Voici un photo de 1912 avec une belle qualité et une belle résolution. Ça nous change un peu des cartes postales.
Lorsque nous l’avons dénichée, nous avions une seule information: c’est à Billancourt. Mais où ? Premier indice : la grande cheminée nervurée, au fond, nous indique que nous sommes en plein dans le quartier du trapèze. Cette cheminée caractéristique était proche de la Seine et du Hameau Fleuri. On reconnait également les arbres qui bordaient le quai et le coteau de Meudon au fond avec, à gauche, le pavillon de Bellevue, toujours là aujourd’hui.
Qu’en est-il du premier plan ? Ce type de villa bourgeoise ou maisons de campagne de parisiens aisés était typique de ce qu’on pouvait trouver dans Billancourt à l’époque. Ce quartier ayant aujourd’hui disparu, il faut décortiquer le cadastre de 1905. Il nous apprend que ce que nous voyons là, c’est la rue Théodore, plus précisément sa portion à l’ouest de l’avenue du Cours (Emile Zola). Cette rue n’existe plus. On devine le carrefour avec la rue de l’Île, au delà des limites de la photo, à droite. Chaque maison y est clairement identifiée. Il n’y a aucun doute. Cette photo est précieuse car c’est la seule que nous connaissions de cette rue et de son voisinage avant sa destruction par Louis Renault.

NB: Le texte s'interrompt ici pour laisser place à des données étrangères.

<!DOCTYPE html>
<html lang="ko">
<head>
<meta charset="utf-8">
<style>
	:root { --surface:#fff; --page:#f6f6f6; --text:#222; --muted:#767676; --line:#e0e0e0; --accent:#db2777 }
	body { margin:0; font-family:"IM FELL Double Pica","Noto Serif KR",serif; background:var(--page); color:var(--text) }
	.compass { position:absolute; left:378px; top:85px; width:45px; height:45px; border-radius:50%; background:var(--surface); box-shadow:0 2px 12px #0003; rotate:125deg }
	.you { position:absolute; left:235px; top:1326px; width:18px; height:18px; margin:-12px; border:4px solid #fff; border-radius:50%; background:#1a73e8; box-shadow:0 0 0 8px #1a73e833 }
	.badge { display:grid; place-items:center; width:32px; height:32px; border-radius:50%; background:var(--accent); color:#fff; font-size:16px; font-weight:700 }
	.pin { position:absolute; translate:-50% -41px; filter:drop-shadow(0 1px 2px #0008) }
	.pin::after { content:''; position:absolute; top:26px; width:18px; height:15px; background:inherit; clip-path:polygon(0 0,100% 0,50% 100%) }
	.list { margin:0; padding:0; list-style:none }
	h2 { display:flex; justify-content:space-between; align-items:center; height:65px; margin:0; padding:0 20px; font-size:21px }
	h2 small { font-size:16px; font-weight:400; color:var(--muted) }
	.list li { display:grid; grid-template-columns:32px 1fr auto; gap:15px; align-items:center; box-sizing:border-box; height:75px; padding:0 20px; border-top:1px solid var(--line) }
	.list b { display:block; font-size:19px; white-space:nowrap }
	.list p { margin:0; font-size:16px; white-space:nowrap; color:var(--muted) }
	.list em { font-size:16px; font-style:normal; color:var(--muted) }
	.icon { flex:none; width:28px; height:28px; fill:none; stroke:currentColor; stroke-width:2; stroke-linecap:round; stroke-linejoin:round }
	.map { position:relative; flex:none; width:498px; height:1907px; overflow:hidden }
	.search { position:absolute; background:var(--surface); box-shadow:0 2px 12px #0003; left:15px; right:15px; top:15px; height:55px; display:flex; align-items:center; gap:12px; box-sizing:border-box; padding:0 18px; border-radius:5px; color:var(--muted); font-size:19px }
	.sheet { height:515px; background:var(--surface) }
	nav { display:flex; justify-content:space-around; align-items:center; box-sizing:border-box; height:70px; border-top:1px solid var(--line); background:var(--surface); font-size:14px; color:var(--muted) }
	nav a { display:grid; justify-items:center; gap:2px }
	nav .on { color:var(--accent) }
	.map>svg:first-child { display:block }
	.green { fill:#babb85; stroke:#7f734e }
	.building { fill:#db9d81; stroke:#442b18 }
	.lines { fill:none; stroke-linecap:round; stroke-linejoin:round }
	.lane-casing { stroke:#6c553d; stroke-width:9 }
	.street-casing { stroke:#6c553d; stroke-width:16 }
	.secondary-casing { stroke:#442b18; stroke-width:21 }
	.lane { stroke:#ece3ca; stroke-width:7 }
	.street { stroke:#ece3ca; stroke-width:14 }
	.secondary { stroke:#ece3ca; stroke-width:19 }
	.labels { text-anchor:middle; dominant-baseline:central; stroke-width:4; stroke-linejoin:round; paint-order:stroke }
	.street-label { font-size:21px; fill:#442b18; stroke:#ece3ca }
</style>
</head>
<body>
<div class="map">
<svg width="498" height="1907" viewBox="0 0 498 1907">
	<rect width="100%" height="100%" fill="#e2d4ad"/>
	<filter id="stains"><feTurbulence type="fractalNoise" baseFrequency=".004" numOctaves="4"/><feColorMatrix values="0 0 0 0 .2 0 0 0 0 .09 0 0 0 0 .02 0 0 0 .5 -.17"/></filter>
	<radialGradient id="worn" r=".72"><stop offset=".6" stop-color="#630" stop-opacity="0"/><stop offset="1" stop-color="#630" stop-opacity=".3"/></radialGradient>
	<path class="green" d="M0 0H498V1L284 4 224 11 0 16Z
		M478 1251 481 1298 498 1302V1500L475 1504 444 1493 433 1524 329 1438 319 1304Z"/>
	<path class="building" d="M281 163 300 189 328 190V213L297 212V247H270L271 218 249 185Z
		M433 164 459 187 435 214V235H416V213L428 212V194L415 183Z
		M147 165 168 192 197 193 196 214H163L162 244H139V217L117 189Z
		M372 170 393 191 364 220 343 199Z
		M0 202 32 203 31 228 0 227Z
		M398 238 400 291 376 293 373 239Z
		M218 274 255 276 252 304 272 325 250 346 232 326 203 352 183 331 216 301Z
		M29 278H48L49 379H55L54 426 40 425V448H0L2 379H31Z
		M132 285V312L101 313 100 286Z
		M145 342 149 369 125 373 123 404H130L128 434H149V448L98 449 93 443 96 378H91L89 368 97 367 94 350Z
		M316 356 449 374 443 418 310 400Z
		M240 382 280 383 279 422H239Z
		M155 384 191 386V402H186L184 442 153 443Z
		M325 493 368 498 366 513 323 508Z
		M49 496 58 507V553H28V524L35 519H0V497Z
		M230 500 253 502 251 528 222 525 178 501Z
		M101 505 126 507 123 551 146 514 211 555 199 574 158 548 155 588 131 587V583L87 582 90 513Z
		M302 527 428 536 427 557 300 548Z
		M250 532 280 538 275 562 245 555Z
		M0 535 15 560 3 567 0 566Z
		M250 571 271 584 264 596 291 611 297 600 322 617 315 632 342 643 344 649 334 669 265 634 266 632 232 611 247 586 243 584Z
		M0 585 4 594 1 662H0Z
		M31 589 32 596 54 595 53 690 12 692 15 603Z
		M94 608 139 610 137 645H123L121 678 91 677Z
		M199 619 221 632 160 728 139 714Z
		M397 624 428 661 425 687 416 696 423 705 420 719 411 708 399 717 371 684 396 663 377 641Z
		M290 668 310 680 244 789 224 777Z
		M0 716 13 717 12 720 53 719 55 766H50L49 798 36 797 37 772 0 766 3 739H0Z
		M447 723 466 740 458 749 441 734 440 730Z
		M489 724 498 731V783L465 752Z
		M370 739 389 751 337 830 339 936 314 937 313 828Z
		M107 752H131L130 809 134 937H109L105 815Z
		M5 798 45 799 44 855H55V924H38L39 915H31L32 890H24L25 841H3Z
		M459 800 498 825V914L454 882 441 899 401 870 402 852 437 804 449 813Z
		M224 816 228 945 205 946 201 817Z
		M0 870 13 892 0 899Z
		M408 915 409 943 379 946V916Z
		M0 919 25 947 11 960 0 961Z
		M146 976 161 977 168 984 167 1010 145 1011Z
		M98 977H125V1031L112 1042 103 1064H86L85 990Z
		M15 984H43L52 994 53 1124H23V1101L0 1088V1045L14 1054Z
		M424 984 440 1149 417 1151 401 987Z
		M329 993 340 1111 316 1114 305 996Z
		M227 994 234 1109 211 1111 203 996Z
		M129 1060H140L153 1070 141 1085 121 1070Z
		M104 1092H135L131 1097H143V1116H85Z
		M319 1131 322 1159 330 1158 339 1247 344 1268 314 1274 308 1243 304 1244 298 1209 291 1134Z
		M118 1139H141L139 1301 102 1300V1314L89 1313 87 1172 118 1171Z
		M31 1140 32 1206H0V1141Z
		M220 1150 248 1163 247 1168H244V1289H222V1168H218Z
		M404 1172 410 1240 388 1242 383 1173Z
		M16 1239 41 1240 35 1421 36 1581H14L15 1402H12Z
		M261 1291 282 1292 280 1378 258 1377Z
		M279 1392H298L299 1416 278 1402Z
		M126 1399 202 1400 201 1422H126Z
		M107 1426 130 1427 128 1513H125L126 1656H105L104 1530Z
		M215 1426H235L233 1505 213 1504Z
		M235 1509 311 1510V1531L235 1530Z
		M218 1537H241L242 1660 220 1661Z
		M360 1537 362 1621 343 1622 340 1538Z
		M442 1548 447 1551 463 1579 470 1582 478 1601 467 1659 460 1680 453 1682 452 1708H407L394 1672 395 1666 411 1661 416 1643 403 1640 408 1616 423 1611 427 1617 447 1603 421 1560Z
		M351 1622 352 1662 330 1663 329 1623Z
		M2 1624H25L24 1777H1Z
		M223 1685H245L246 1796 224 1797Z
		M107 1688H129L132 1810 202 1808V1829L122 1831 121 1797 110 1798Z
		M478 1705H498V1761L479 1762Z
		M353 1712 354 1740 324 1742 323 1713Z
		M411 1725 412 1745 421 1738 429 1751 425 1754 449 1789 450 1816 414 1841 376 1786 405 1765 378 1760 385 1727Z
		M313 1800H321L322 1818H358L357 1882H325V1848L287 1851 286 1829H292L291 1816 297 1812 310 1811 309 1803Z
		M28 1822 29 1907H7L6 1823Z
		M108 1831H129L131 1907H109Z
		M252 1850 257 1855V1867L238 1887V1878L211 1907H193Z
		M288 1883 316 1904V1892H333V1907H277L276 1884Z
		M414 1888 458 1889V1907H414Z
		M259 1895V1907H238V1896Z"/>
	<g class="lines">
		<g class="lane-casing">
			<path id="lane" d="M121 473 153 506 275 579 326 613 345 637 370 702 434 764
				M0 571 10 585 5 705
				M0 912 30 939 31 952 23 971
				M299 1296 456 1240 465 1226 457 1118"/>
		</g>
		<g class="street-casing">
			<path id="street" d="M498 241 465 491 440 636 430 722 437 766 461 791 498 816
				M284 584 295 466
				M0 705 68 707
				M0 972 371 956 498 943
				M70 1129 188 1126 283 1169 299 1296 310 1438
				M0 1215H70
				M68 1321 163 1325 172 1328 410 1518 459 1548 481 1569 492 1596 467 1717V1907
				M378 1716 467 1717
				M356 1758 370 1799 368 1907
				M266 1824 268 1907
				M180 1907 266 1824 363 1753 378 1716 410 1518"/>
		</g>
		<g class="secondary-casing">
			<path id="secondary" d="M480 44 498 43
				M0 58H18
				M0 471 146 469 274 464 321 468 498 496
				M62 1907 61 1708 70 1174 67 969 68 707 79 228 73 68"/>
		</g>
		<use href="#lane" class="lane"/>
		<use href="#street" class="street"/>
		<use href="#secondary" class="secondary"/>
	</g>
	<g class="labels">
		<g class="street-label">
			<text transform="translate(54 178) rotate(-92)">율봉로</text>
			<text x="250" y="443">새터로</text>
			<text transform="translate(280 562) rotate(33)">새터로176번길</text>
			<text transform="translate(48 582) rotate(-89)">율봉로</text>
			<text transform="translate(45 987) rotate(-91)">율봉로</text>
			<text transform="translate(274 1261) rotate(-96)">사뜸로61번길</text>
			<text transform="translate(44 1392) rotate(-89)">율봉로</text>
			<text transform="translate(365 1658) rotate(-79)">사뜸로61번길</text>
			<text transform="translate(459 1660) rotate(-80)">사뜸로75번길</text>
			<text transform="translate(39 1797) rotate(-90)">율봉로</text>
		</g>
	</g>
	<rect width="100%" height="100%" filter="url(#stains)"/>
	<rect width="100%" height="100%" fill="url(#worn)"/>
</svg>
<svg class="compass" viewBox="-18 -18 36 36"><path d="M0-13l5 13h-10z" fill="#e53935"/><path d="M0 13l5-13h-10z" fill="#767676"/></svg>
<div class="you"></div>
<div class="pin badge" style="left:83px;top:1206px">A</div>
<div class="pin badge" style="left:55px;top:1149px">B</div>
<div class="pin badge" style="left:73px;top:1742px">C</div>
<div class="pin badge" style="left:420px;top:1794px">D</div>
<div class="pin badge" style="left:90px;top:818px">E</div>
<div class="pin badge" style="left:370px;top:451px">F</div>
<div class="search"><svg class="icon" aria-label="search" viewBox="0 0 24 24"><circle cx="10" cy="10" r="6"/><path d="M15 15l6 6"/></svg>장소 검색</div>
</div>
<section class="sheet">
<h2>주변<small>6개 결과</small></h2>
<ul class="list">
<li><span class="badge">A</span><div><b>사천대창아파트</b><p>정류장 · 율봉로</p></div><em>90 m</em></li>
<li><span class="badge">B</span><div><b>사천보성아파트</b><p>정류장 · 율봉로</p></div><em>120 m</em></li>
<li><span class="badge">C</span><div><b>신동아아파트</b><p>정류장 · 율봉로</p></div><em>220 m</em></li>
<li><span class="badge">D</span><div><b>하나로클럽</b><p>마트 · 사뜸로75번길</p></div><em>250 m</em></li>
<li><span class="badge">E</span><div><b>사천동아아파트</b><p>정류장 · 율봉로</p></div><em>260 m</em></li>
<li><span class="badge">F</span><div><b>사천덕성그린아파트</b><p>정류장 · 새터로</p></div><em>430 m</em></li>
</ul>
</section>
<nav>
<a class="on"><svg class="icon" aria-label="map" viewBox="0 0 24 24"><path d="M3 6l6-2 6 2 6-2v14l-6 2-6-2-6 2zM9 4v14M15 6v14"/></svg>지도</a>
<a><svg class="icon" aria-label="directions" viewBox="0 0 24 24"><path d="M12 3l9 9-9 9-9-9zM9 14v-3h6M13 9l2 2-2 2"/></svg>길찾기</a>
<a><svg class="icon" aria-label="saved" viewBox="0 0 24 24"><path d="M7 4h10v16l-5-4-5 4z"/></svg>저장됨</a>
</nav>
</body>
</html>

Cet article aurait pu s’arrêter là, mais il y a une petite histoire.
L’examen attentif de cette photographie pose des questions : Pourquoi cette photo ? Qui est le photographe ? Et d’où est-elle prise ? Manifestement elle est prise de trop haut pour une maison et trop bas pour un avion.
Et c’est encore une fois le cadastre de 1905 qui nous donne la solution. En prolongeant la ligne de visée, nous réalisons que la photo a été prise depuis le toit de l’usine Renault Frères ! Et, d’un seul coup, nous arrivent les réponses aux autres questions. Vous avez trouvé ?
Voici l’hypothèse du Village de Billancourt : en 1912, Louis Renault possède déjà tout le quartier à l’est de l’avenue du Cours (Emile Zola) jusqu’à la Place Nationale (Jules Guesde). Mais il a encore besoin de s’agrandir, et il convoite les beaux quartiers au-delà de l’avenue du Cours. Il envoie alors un de ses employés sur le toit de l’usine avec pour mission de prendre en photo les terrains. Cette photo serait donc une photo de repérage. Et s’il faut encore vous convaincre de notre hypothèse, ajoutons que cette photo est présente …dans les archives Renault.
A l’issue de la guerre de 14-18, Renault prend effectivement possession de tous ces terrains. Sur la photo aérienne de 1921 ci-dessous, là où se trouvaient villas, jardins et avenues arborées, on ne voit plus que des toitures d’usine.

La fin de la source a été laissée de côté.